Extracted records:
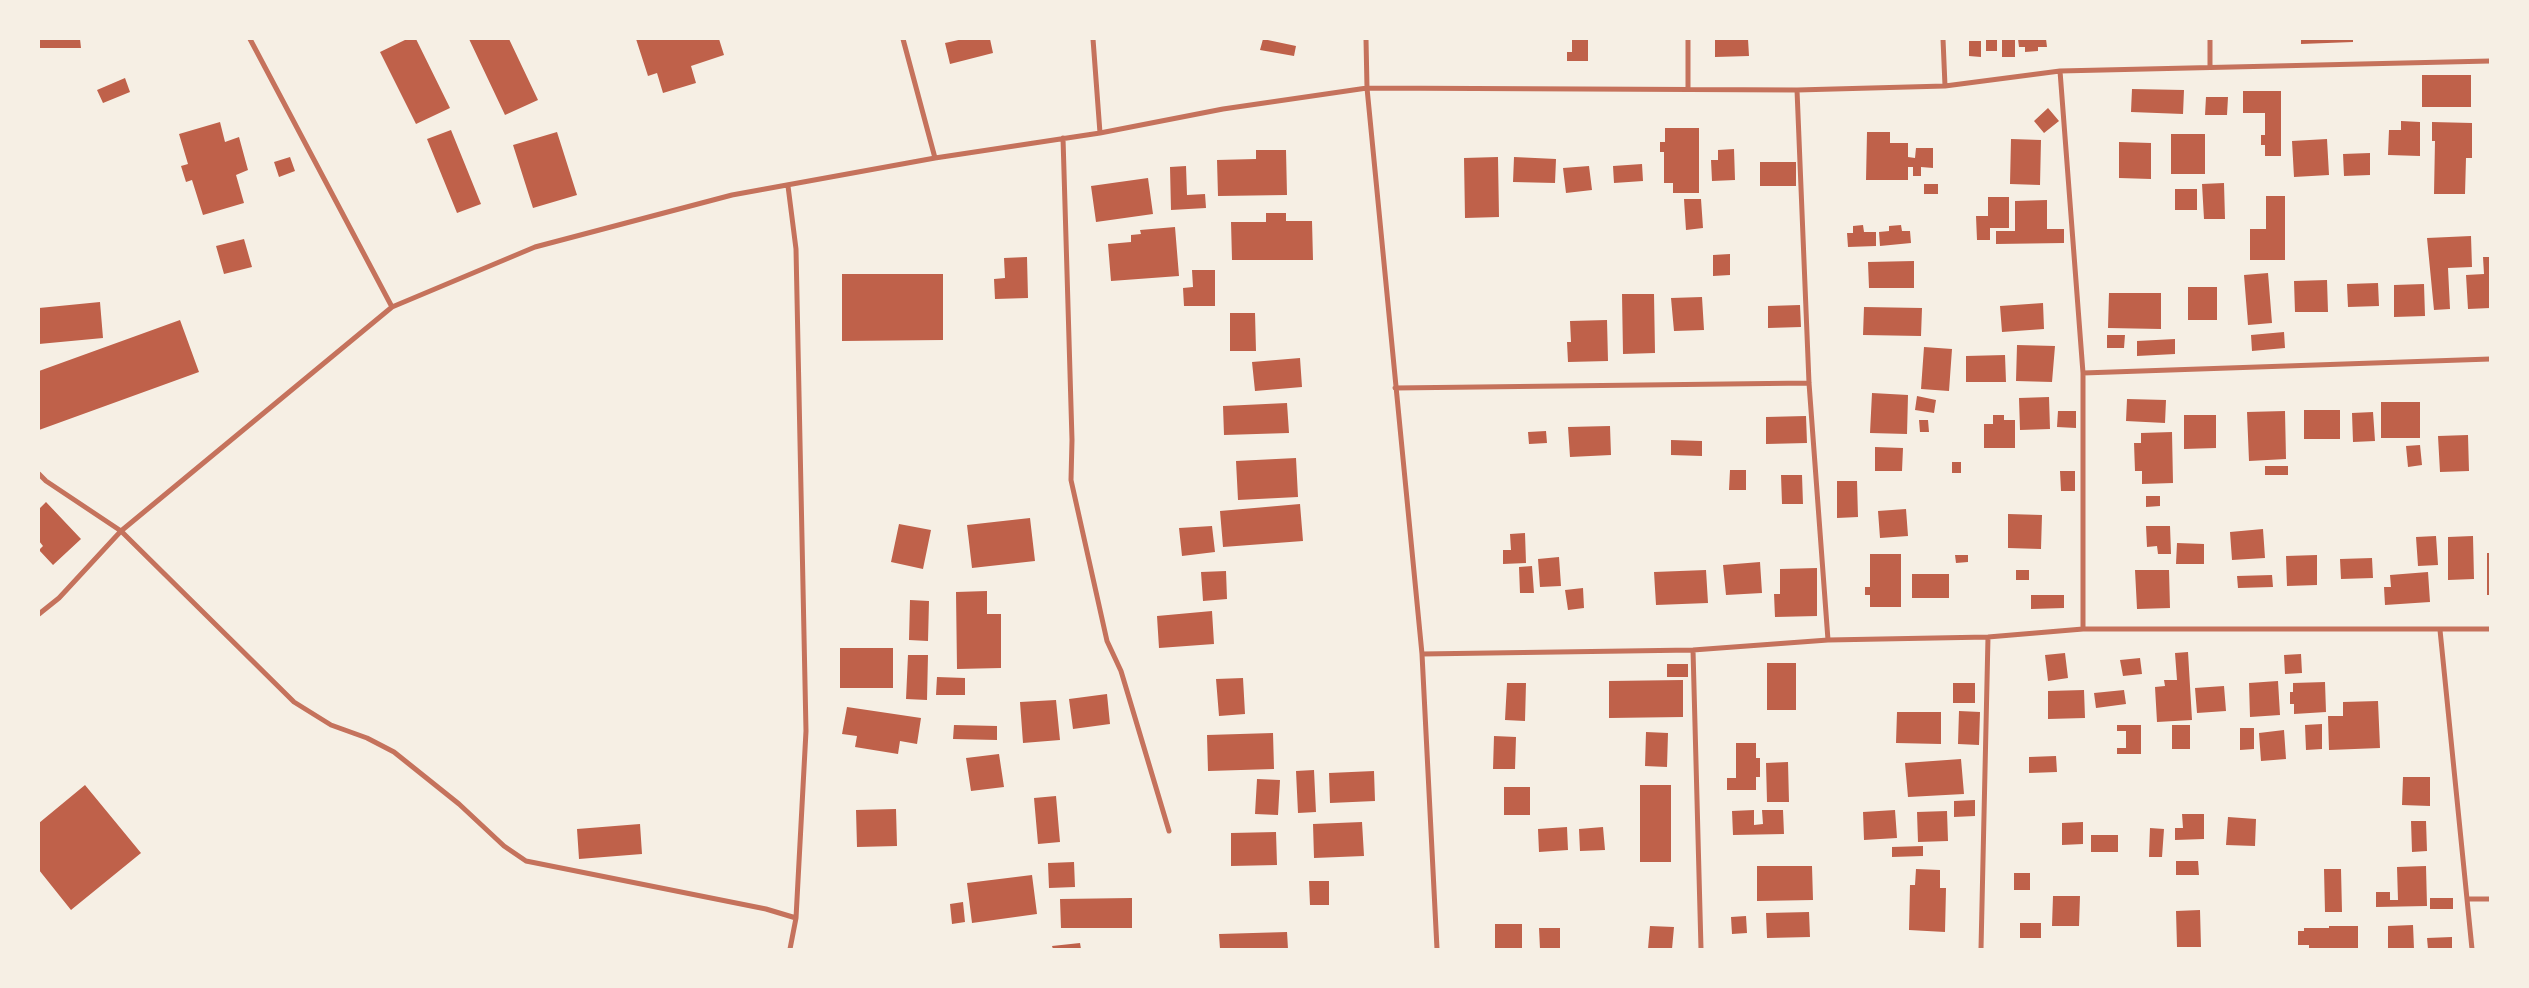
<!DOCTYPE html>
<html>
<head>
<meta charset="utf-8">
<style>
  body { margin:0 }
  #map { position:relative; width:2529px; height:988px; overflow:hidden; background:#f6efe4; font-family:Roboto,sans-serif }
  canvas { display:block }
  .frame { position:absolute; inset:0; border:40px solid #f6efe4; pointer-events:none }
</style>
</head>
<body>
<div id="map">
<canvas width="2529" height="988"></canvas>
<div class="frame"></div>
</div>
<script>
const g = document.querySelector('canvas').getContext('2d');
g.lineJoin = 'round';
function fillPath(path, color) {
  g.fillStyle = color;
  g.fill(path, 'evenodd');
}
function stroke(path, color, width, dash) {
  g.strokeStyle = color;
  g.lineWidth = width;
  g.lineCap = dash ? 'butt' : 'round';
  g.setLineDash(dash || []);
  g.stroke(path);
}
fillPath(new Path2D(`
  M39,39h41l1,9h-42z
  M407,39h9l34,69 -34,16 -36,-72z
  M469,39h40l29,61 -33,15z
  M636,39h83l5,16 -33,11 5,17 -33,10 -6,-20 -9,3z
  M963,39h27l3,14 -43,11 -5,-21z
  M1263,39l33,7 -2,10 -34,-6z
  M1715,39h33l1,17 -34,1z
  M1986,39h11v12h-11z
  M2018,39h28l1,8h-9v4l-13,1v-5h-6z
  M2301,39h52v3l-52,2z
  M1572,40h16v21h-21v-9h5z
  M2002,40h13v17h-13z
  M1969,41h12v16l-12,-1z
  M2422,75h49v32h-49z
  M125,78l5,14 -27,11 -6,-13z
  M2132,89l52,1 -1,24 -52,-2z
  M2243,91h38v65h-16v-11h-4v-10h4v-22h-22z
  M2206,97h22l-1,18h-22z
  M2048,108l11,13 -15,12 -10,-12z
  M2401,121l19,1v34l-32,-1 1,-25h12z
  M220,122l5,20 14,-5 9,33 -12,5 8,28 -41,12 -11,-35 -6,2 -5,-16 7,-2 -9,-30z
  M2432,122l40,1v35h-6l-1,36h-31l1,-53h-3z
  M1665,128h34v65h-26v-10h-9v-31h-4v-10h5z
  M451,130l30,74 -24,9 -30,-74z
  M557,132l20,63 -44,13 -20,-63z
  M1867,132h23v11h18v14l7,1 1,-10h17v20l-12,-1v9h-8v-9h-5v13h-42z
  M2171,134h34v40h-34z
  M2011,139l30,1 -1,45 -30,-1z
  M2327,139l2,36 -35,2 -2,-36z
  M2119,142l32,1v36l-32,-1z
  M1734,149l1,31 -23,1 -1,-21h7v-10z
  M1256,150h30l1,45 -69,1 -1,-36 39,-1z
  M2370,153v22l-26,1 -1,-22z
  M290,157l5,14 -16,6 -5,-15z
  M1498,157l1,60 -34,1 -1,-60z
  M1514,157l42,2 -1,24 -42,-1z
  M1760,162h36v24h-36z
  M1642,164l1,17 -29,2 -1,-17z
  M1186,166l1,29 18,-1 1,14 -35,2 -1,-43z
  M1589,166l3,24 -26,3 -3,-25z
  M1148,178l5,36 -57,8 -5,-36z
  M2224,183l1,36h-21l-2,-35z
  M1924,184h14v10h-14z
  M2175,189h22v21h-22z
  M2266,196h19v64h-35v-31h16z
  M1988,197h21v31h-19v12h-13l-1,-24h12z
  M1684,199h17l2,29 -17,2z
  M2047,200v29h17v14l-68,1v-13h19v-30z
  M1266,213h20v8h26l1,39h-81l-1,-38h35z
  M1863,225l1,7h12v14l-28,1 -1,-14h6v-7z
  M1901,225l1,6h8l1,12 -31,3 -1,-14 10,-1v-5z
  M1175,227l4,49 -68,5 -3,-37 23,-2v-7l10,-1 -1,-4z
  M2471,236l1,31 -24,1 2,41 -16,1 -7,-72z
  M244,239l8,28 -28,7 -8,-28z
  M1730,254v21l-17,1v-21z
  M1027,257l1,41 -33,1 -1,-20 11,-1 -1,-20z
  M2483,257h7v51l-22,1 -2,-34 18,-1z
  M1914,261v27h-45l-1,-26z
  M1192,270h23v36h-31l-1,-18 10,-1z
  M2268,273l4,50 -24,2 -4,-50z
  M842,274h101v66l-101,1z
  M2327,280l1,32h-33l-1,-31z
  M2378,283l1,23 -31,1 -1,-23z
  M2424,284l1,32 -31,1v-32z
  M2188,287h29v33h-29z
  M2109,293h52v36l-53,-1z
  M1622,294h32l1,59 -32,1z
  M1702,297l2,33 -30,1 -3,-33z
  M100,302l3,36 -64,6v-36z
  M2043,303l1,26 -42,3 -2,-26z
  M1800,305l1,22 -33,1v-22z
  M1864,307l58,1 -1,28 -58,-1z
  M1230,313h25l1,38h-26z
  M180,320l19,52 -160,58v-59z
  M1607,320l1,41 -40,1 -1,-20h4l-1,-21z
  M2284,332l1,16 -33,3 -1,-16z
  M2107,335h18l-1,13h-17z
  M2175,339v15l-38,2v-15z
  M2017,345l38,1 -3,36 -36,-1z
  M1924,347l28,2 -3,42 -28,-2z
  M2005,355l1,27h-40v-26z
  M1300,358l2,29 -47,4 -3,-29z
  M1872,393l36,2 -1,39 -37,-1z
  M1917,396l19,4 -2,13 -19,-3z
  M2049,397l1,32 -30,1 -1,-32z
  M2127,399l39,1 -1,23 -39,-2z
  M2381,402h39v36h-39z
  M1287,403l2,30 -65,2 -1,-29z
  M2304,410h36v29h-36z
  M2058,411h18v17l-19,-1z
  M2285,411l1,48 -37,2 -2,-49z
  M2373,412l2,29 -22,1 -1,-29z
  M1993,415h11v5h11v28h-31v-24h9z
  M2184,415h32v33l-32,1z
  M1806,416l1,27 -41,1v-27z
  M1919,420h9l1,12h-9z
  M1610,426l1,29 -41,2 -2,-30z
  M1546,431l1,12 -18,1 -1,-12z
  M2172,432l1,51 -31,1v-13h-7l-1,-28h7v-10z
  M2468,435l1,36 -29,1 -2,-36z
  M1671,440l31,1v15l-31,-1z
  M2420,445l2,20 -14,2 -2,-21z
  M1875,447l28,1 -1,23h-27z
  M1296,458l2,39 -60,3 -2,-39z
  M1952,462h9v11h-9z
  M2265,466h23v9h-23z
  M1730,470h16v20h-17z
  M2060,471h15v20h-14z
  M1781,475h21l1,29h-21z
  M1837,481h20l1,36 -21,1z
  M2146,496h14v10l-14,1z
  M46,502l35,37 -28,26 -14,-15 4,-4 -4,-5v-32z
  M1300,504l3,37 -80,6 -3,-36z
  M1906,509l2,27 -28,2 -2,-27z
  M2008,514l34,1 -1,34 -33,-1z
  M1030,518l5,43 -63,7 -5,-43z
  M899,524l32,6 -8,39 -32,-7z
  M1212,526l3,26 -33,4 -3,-28z
  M2146,526h24l1,28h-13l-1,-8 -10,1z
  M2263,529l2,29 -33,2 -2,-28z
  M1525,533l1,30 -23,1v-14h8l-1,-16z
  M2436,536l2,29 -20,1 -2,-29z
  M2473,536l1,43 -26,1v-43z
  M2177,543l27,1v20h-28z
  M2487,553h3v42h-3z
  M1870,554h31v53h-31v-12h-5v-8h5z
  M1955,555h13v7l-12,1z
  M2317,555v30l-30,1 -1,-30z
  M1559,557l2,29 -21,1 -2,-28z
  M2372,558l1,20 -32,1 -1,-20z
  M1760,562l2,31 -36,2 -3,-30z
  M1532,566l2,27h-14l-1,-26z
  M1817,568v48l-42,1 -1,-23h6v-25z
  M1706,570l2,33 -52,2 -2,-33z
  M2016,570h13v10h-13z
  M2135,570h34l1,38 -33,1z
  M1226,571l1,28 -24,2 -2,-29z
  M2428,572l2,30 -45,3 -1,-18h7l-1,-12z
  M1912,574h37v24h-37z
  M2272,575l1,12 -35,1 -1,-12z
  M1583,588l1,20 -16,2 -3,-20z
  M987,591v23h14v54l-44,1 -1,-77z
  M2031,595h33v13l-33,1z
  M910,600l19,1 -1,40 -19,-1z
  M1212,611l2,33 -55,4 -2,-32z
  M840,648h53v40h-53z
  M2188,652l4,68 -35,2 -2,-35 10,-1 -1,-6h13l-2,-27z
  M2065,653l3,25 -20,3 -3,-26z
  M2301,654l1,19 -17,1 -1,-19z
  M908,655h20l-1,45 -21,-1z
  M2140,658l2,16 -19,2 -3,-16z
  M1767,663h29v47h-29z
  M1667,664h21v13h-21z
  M937,677l28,1v17h-29z
  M1243,678l2,36 -26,2 -3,-37z
  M1683,680v37l-74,1v-37z
  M2278,681l2,34 -30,2 -1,-34z
  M2325,682l1,30 -32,2v-10h-4v-12h3v-9z
  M1507,683h19l-1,38 -20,-1z
  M1953,683h22v20h-22z
  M2224,686l2,25 -29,2 -2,-25z
  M2084,690l1,28 -37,1v-28z
  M2124,690l2,14 -30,4 -2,-15z
  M1107,694l3,30 -37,5 -4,-30z
  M1056,700l4,40 -37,3 -3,-41z
  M2378,701l2,47 -51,2 -1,-34h15v-14z
  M847,707l74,11 -4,26 -17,-3 -2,13 -43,-7 2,-11 -15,-2z
  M1959,711l21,1 -1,33 -21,-1z
  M1897,712h44v32l-45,-1z
  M2322,724v25l-16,1 -1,-25z
  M954,725l43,1v14l-44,-1z
  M2117,725h24v29h-24v-6h9v-17h-9z
  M2172,725h18v24h-18z
  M2240,728h14v21l-14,1z
  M2284,730l2,29 -25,2 -2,-28z
  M1646,732l22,1 -1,34 -22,-1z
  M1273,733l1,36 -66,2 -1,-36z
  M1494,736l22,1 -1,32h-22z
  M1736,743h20v15h4v19h-4v13h-29v-12h9z
  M999,754l5,33 -33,4 -5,-33z
  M2056,756l1,16 -28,1v-16z
  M1961,759l3,35 -56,3 -3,-34z
  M1788,762l1,40h-22l-1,-39z
  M1314,770l2,42 -18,1 -2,-42z
  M1374,771l1,30 -45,2 -1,-30z
  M2403,777h27v29l-28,-1z
  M1257,779l23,1 -2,35 -23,-1z
  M85,785l56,68 -70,57 -32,-40v-47z
  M1640,785h31v77h-31z
  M1504,787h26v28h-26z
  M1056,796l4,46 -22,2 -4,-46z
  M1975,800v16l-21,1v-16z
  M896,809l1,37 -40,1 -1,-37z
  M1754,810v15l9,-1 -1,-14h21l1,24 -51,1 -1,-24z
  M1895,810l2,28 -33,2 -1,-28z
  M1947,811l1,30 -30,1 -1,-30z
  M2182,814h22v25l-29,1v-12h8z
  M2228,817l28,2 -1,27 -29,-1z
  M2411,821h15l1,30 -15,1z
  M1362,822l2,34 -50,2 -1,-34z
  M2083,822v22l-21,1v-22z
  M640,824l2,30 -63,5 -2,-30z
  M1567,827l1,23 -29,2 -1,-23z
  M1603,827l2,23 -25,1 -1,-22z
  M2150,828l14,1 -2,28h-13z
  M1276,832l1,33 -46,1v-33z
  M2091,835h27v17h-27z
  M1923,846v10l-31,1v-10z
  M2176,861h22l1,14h-23z
  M1074,862l1,25 -26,1 -1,-25z
  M1757,866h55l1,34 -56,1z
  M2426,866l1,40 -51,1v-15h14v8h8l-1,-33z
  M1916,869l24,1v18h6l-1,44 -36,-2 1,-45h5z
  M2324,869h17l1,43h-17z
  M2014,873h16v17h-16z
  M1032,875l5,39 -65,9 -5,-40z
  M1309,881h20v24h-19z
  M2053,896h27l-1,30h-27z
  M1132,898v30h-71l-1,-29z
  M2430,898h23v11h-23z
  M963,902l2,20 -13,2 -2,-20z
  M2200,910l1,37h-24l-1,-36z
  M1809,912l1,25 -43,1 -1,-25z
  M1746,916l1,17 -15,1 -1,-17z
  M2020,923h21v15h-21z
  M1495,924h27v25h-27z
  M2413,925l1,24h-26v-23z
  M1650,926l24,1 -2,22h-24z
  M2329,926h29v23h-49v-4h-11v-14h6v-3h25z
  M1539,928h21v21h-20z
  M1287,932l1,17h-68l-1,-15z
  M2452,937v12h-24l-1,-11z
  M1080,943l1,6h-28l-1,-3z`), '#bf614a');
stroke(new Path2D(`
  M250,39l142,268
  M903,39l32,119
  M1093,39l7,94
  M1366,39l1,49 55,566 15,295
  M1688,39v50
  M1943,39l2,47
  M2210,39v27
  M1797,90l12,293 19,257
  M1063,138l9,302 -1,40 36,161 14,30 48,160
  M788,186l8,63 10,482 -10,187 -6,31
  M2083,373l407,-14
  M1395,388l414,-5
  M39,474l7,7 75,50 173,171 37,23 36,13 27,14 65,52 45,42 22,15 240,48 30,9
  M39,614l20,-16 62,-67 271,-224 143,-60 197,-52 203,-37 165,-25 123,-24 144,-21 430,2 148,-4 115,-15 430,-10
  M2083,629h407
  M2440,630l32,319
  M1693,650l8,299
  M1422,654l271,-4 135,-10 160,-3 95,-8v-256l-23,-302
  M2468,899h22
  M1981,949l7,-312`), '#c5725c', 5);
</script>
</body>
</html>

Your instructions
Within the data above, how many lines include the string "dash"? Only the number is required.

Response below
3